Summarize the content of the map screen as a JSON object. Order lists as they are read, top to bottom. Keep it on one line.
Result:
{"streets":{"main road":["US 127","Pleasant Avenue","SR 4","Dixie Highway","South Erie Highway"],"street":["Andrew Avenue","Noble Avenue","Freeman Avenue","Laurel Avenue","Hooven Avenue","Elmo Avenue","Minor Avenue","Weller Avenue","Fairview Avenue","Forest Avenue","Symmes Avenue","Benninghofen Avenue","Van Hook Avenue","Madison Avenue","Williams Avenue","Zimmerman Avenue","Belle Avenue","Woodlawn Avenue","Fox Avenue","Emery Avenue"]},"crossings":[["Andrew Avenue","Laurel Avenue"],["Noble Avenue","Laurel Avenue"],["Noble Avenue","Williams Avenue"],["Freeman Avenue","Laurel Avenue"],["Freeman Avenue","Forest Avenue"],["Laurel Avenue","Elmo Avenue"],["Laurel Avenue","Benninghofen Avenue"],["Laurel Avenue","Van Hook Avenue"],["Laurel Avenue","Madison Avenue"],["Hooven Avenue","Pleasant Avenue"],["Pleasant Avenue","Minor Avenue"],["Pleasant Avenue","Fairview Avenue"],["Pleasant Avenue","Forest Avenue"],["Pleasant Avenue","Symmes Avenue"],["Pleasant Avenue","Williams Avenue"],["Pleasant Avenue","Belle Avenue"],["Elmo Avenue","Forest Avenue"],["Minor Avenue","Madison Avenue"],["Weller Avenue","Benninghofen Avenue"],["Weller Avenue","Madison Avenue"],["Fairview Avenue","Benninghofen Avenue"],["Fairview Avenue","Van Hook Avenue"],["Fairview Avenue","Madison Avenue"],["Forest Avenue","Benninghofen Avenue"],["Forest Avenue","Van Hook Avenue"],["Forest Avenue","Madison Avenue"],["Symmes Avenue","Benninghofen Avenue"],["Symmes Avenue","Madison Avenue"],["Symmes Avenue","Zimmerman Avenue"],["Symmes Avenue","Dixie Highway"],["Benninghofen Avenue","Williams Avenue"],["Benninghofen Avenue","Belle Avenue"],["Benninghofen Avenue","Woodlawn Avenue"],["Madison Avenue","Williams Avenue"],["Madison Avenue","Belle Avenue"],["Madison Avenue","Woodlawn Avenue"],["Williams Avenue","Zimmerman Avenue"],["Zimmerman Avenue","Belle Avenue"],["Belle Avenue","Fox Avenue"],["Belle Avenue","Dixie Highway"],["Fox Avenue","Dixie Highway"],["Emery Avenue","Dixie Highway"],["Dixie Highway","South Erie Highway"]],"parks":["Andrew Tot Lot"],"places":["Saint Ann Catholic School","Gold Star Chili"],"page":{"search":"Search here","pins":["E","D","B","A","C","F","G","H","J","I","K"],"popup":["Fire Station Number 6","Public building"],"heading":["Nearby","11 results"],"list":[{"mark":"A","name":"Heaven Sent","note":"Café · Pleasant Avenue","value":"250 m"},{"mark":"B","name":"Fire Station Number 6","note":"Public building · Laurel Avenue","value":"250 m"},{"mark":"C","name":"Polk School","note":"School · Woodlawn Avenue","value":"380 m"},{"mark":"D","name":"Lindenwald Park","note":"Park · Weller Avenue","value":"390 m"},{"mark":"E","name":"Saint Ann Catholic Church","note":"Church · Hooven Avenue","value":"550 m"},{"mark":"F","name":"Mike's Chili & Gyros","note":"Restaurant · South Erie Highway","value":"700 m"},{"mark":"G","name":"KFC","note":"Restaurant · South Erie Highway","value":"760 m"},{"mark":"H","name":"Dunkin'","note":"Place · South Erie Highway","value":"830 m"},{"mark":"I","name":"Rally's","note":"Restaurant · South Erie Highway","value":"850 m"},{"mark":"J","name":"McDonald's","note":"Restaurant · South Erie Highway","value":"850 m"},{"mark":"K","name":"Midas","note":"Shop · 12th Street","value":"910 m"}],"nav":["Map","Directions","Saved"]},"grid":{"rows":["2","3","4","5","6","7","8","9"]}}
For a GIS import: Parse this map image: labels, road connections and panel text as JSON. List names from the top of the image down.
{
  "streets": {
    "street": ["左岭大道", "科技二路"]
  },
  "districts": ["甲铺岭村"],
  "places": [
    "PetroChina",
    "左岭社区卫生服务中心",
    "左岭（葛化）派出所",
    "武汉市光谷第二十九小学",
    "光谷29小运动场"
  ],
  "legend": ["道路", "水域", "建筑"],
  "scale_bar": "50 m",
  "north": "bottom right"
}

+++++

Please copy out each record, character for character.

## [ANSWER TO THIS TASK]
Summarize the content of the map screen as a JSON object. Order lists as they are read, top to bottom. Keep it on one line.
Result:
{"streets":{"main road":["US 127","Pleasant Avenue","SR 4","Dixie Highway","South Erie Highway"],"street":["Andrew Avenue","Noble Avenue","Freeman Avenue","Laurel Avenue","Hooven Avenue","Elmo Avenue","Minor Avenue","Weller Avenue","Fairview Avenue","Forest Avenue","Symmes Avenue","Benninghofen Avenue","Van Hook Avenue","Madison Avenue","Williams Avenue","Zimmerman Avenue","Belle Avenue","Woodlawn Avenue","Fox Avenue","Emery Avenue"]},"crossings":[["Andrew Avenue","Laurel Avenue"],["Noble Avenue","Laurel Avenue"],["Noble Avenue","Williams Avenue"],["Freeman Avenue","Laurel Avenue"],["Freeman Avenue","Forest Avenue"],["Laurel Avenue","Elmo Avenue"],["Laurel Avenue","Benninghofen Avenue"],["Laurel Avenue","Van Hook Avenue"],["Laurel Avenue","Madison Avenue"],["Hooven Avenue","Pleasant Avenue"],["Pleasant Avenue","Minor Avenue"],["Pleasant Avenue","Fairview Avenue"],["Pleasant Avenue","Forest Avenue"],["Pleasant Avenue","Symmes Avenue"],["Pleasant Avenue","Williams Avenue"],["Pleasant Avenue","Belle Avenue"],["Elmo Avenue","Forest Avenue"],["Minor Avenue","Madison Avenue"],["Weller Avenue","Benninghofen Avenue"],["Weller Avenue","Madison Avenue"],["Fairview Avenue","Benninghofen Avenue"],["Fairview Avenue","Van Hook Avenue"],["Fairview Avenue","Madison Avenue"],["Forest Avenue","Benninghofen Avenue"],["Forest Avenue","Van Hook Avenue"],["Forest Avenue","Madison Avenue"],["Symmes Avenue","Benninghofen Avenue"],["Symmes Avenue","Madison Avenue"],["Symmes Avenue","Zimmerman Avenue"],["Symmes Avenue","Dixie Highway"],["Benninghofen Avenue","Williams Avenue"],["Benninghofen Avenue","Belle Avenue"],["Benninghofen Avenue","Woodlawn Avenue"],["Madison Avenue","Williams Avenue"],["Madison Avenue","Belle Avenue"],["Madison Avenue","Woodlawn Avenue"],["Williams Avenue","Zimmerman Avenue"],["Zimmerman Avenue","Belle Avenue"],["Belle Avenue","Fox Avenue"],["Belle Avenue","Dixie Highway"],["Fox Avenue","Dixie Highway"],["Emery Avenue","Dixie Highway"],["Dixie Highway","South Erie Highway"]],"parks":["Andrew Tot Lot"],"places":["Saint Ann Catholic School","Gold Star Chili"],"page":{"search":"Search here","pins":["E","D","B","A","C","F","G","H","J","I","K"],"popup":["Fire Station Number 6","Public building"],"heading":["Nearby","11 results"],"list":[{"mark":"A","name":"Heaven Sent","note":"Café · Pleasant Avenue","value":"250 m"},{"mark":"B","name":"Fire Station Number 6","note":"Public building · Laurel Avenue","value":"250 m"},{"mark":"C","name":"Polk School","note":"School · Woodlawn Avenue","value":"380 m"},{"mark":"D","name":"Lindenwald Park","note":"Park · Weller Avenue","value":"390 m"},{"mark":"E","name":"Saint Ann Catholic Church","note":"Church · Hooven Avenue","value":"550 m"},{"mark":"F","name":"Mike's Chili & Gyros","note":"Restaurant · South Erie Highway","value":"700 m"},{"mark":"G","name":"KFC","note":"Restaurant · South Erie Highway","value":"760 m"},{"mark":"H","name":"Dunkin'","note":"Place · South Erie Highway","value":"830 m"},{"mark":"I","name":"Rally's","note":"Restaurant · South Erie Highway","value":"850 m"},{"mark":"J","name":"McDonald's","note":"Restaurant · South Erie Highway","value":"850 m"},{"mark":"K","name":"Midas","note":"Shop · 12th Street","value":"910 m"}],"nav":["Map","Directions","Saved"]},"grid":{"rows":["2","3","4","5","6","7","8","9"]}}
For a GIS import: Parse this map image: labels, road connections and panel text as JSON. List names from the top of the image down.
{
  "streets": {
    "street": ["左岭大道", "科技二路"]
  },
  "districts": ["甲铺岭村"],
  "places": [
    "PetroChina",
    "左岭社区卫生服务中心",
    "左岭（葛化）派出所",
    "武汉市光谷第二十九小学",
    "光谷29小运动场"
  ],
  "legend": ["道路", "水域", "建筑"],
  "scale_bar": "50 m",
  "north": "bottom right"
}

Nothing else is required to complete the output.